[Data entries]
########

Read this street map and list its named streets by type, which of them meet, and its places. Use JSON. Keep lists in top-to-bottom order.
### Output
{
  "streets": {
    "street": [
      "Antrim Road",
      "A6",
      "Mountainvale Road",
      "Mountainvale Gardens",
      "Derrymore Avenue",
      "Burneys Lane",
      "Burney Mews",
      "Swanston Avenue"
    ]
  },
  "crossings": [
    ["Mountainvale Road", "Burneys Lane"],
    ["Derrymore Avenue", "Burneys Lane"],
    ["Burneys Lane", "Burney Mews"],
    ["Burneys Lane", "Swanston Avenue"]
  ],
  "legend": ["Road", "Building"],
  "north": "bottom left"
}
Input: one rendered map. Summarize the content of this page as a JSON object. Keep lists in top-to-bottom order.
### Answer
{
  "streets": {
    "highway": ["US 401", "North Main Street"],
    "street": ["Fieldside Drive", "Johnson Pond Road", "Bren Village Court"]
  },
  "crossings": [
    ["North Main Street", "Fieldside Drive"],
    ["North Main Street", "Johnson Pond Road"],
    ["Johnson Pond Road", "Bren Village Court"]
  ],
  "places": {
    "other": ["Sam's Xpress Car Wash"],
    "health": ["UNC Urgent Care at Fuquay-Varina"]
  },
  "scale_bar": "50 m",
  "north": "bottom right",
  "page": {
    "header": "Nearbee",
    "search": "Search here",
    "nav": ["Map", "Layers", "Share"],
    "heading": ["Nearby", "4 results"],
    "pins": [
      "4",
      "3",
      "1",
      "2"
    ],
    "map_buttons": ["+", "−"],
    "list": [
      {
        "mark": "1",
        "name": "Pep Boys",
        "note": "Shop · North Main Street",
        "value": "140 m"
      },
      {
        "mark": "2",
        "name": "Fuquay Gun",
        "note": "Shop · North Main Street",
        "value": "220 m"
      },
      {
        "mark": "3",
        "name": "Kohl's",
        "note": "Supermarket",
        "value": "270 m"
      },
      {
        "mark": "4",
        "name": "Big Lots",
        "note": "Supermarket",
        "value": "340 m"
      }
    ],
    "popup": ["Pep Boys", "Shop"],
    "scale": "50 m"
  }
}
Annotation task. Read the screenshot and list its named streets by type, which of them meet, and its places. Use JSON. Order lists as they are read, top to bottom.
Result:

########

(Aim of the task): From the line containing "Annotation task. Read" down to the last line, reproduce the records exactly. Include both ends.

(Answer to this task):
Annotation task. Read the screenshot and list its named streets by type, which of them meet, and its places. Use JSON. Order lists as they are read, top to bottom.
Result:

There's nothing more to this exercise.